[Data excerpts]
┌────────

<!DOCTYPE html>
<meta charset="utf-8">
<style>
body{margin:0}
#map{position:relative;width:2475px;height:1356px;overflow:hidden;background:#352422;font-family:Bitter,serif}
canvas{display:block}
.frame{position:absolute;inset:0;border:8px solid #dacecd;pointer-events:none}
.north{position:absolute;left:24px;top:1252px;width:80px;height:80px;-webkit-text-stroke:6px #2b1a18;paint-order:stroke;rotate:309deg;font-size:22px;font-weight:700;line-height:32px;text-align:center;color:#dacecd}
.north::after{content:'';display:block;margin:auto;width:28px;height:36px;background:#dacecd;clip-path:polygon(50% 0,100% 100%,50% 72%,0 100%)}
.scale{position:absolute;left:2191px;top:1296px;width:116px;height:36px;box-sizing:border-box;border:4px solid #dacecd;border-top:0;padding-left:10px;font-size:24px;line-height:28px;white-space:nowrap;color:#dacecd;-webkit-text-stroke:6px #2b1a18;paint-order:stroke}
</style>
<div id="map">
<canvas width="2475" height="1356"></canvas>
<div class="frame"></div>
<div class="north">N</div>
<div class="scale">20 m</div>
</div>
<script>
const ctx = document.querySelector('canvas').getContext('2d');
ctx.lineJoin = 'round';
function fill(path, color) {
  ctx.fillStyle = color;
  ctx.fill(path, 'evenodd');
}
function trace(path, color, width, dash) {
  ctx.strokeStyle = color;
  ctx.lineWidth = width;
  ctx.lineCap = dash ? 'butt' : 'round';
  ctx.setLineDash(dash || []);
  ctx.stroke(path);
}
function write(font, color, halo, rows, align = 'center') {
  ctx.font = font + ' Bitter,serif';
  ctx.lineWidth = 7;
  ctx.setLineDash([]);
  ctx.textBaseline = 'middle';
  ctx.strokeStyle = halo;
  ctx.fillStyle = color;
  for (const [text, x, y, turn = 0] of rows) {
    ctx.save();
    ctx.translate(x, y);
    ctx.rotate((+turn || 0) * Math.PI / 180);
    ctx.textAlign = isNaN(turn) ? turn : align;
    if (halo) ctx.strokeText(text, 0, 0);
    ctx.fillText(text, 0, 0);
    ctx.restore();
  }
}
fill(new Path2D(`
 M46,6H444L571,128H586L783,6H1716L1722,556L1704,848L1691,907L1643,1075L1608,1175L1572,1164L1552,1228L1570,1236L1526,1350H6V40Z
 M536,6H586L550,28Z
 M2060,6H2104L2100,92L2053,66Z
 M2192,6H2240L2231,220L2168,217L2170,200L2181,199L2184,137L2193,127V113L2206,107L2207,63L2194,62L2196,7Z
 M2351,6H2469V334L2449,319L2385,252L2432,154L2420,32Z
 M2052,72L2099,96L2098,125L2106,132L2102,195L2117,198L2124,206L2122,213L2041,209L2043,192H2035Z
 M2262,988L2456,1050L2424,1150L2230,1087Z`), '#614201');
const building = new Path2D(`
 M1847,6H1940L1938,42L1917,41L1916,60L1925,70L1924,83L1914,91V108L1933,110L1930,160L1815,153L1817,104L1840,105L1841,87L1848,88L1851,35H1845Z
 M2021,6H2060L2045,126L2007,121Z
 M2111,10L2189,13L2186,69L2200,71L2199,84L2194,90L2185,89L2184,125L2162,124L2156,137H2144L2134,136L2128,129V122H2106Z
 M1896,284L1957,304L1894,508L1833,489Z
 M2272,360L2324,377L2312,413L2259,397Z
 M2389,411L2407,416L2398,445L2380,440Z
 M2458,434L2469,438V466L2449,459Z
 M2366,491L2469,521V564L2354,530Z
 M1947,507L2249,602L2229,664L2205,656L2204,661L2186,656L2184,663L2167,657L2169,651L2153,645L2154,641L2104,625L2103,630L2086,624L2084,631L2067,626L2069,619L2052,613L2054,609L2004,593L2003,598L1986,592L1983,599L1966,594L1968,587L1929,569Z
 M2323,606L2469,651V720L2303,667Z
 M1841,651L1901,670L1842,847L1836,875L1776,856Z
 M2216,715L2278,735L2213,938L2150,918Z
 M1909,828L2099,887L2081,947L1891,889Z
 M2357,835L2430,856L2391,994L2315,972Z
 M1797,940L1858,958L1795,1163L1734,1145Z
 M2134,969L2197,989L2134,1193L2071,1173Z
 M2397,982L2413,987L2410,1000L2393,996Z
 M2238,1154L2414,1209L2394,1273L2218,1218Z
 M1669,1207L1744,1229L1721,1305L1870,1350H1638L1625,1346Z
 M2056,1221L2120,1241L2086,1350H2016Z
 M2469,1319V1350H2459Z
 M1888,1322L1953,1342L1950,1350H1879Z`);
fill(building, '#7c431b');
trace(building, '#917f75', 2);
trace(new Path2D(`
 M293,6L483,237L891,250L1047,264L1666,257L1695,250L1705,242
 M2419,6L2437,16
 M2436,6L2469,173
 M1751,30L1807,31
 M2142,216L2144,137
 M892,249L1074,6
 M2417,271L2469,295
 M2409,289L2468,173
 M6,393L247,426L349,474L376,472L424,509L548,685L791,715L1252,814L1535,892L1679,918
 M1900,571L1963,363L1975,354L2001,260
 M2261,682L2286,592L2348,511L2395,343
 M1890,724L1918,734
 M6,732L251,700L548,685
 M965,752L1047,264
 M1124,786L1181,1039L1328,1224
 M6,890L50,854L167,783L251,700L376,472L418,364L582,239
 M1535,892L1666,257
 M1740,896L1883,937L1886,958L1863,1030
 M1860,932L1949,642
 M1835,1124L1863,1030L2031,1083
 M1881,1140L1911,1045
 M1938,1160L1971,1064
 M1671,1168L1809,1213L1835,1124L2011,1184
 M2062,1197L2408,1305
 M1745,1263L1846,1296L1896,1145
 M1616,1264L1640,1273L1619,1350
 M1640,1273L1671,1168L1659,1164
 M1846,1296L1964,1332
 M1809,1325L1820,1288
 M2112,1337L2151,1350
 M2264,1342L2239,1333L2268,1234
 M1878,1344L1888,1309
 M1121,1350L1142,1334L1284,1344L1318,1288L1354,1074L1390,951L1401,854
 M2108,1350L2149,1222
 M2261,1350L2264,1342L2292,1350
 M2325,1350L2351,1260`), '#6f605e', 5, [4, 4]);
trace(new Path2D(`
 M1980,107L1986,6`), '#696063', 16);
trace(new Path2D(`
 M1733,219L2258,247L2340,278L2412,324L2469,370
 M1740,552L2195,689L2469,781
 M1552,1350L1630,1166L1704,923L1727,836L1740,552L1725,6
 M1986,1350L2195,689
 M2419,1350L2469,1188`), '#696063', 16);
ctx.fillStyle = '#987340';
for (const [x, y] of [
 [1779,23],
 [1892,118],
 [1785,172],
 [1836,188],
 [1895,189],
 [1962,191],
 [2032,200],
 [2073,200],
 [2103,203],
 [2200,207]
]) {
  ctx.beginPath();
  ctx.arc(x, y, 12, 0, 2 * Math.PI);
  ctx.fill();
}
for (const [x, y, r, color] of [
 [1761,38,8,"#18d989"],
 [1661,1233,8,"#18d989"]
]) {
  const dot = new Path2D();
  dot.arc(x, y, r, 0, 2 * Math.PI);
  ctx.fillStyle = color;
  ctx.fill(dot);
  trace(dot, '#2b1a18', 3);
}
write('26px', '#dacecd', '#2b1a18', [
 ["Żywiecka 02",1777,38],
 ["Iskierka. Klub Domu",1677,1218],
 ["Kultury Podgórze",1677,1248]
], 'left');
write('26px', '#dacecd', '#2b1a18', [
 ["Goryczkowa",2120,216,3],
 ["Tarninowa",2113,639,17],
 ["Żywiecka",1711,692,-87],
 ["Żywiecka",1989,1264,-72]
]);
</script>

└────────

▸ Instructions to follow
Transcribe exactly, starting at the line with "ctx.arc(x, y, 12, 0, 2 * Math.PI);" and continuing through the last line of the data above; leave out all earlier lines.

▸ Answer area
  ctx.arc(x, y, 12, 0, 2 * Math.PI);
  ctx.fill();
}
for (const [x, y, r, color] of [
 [1761,38,8,"#18d989"],
 [1661,1233,8,"#18d989"]
]) {
  const dot = new Path2D();
  dot.arc(x, y, r, 0, 2 * Math.PI);
  ctx.fillStyle = color;
  ctx.fill(dot);
  trace(dot, '#2b1a18', 3);
}
write('26px', '#dacecd', '#2b1a18', [
 ["Żywiecka 02",1777,38],
 ["Iskierka. Klub Domu",1677,1218],
 ["Kultury Podgórze",1677,1248]
], 'left');
write('26px', '#dacecd', '#2b1a18', [
 ["Goryczkowa",2120,216,3],
 ["Tarninowa",2113,639,17],
 ["Żywiecka",1711,692,-87],
 ["Żywiecka",1989,1264,-72]
]);
</script>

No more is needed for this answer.